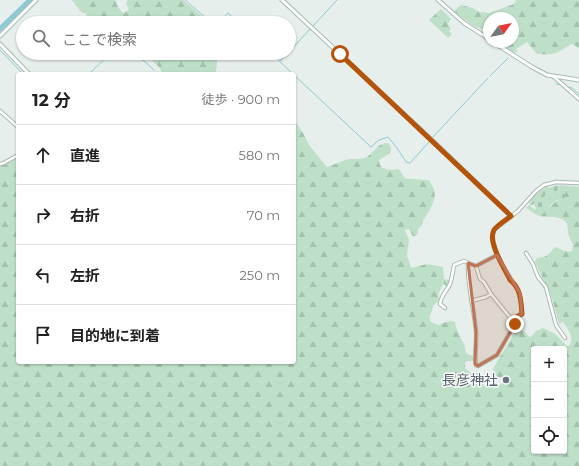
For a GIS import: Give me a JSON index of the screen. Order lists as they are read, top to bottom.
{
  "places": ["長彦神社"],
  "north": "top right",
  "page": {
    "search": "ここで検索",
    "heading": ["12 分", "徒歩 · 900 m"],
    "list": [
      ["直進", "580 m"],
      ["右折", "70 m"],
      ["左折", "250 m"],
      "目的地に到着"
    ],
    "map_buttons": ["+", "−"]
  }
}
========
_Problem requirements_
Return each line from the material above exactly, but not the pictures.

_Output of the task_
For a GIS import: Give me a JSON index of the screen. Order lists as they are read, top to bottom.
{
  "places": ["長彦神社"],
  "north": "top right",
  "page": {
    "search": "ここで検索",
    "heading": ["12 分", "徒歩 · 900 m"],
    "list": [
      ["直進", "580 m"],
      ["右折", "70 m"],
      ["左折", "250 m"],
      "目的地に到着"
    ],
    "map_buttons": ["+", "−"]
  }
}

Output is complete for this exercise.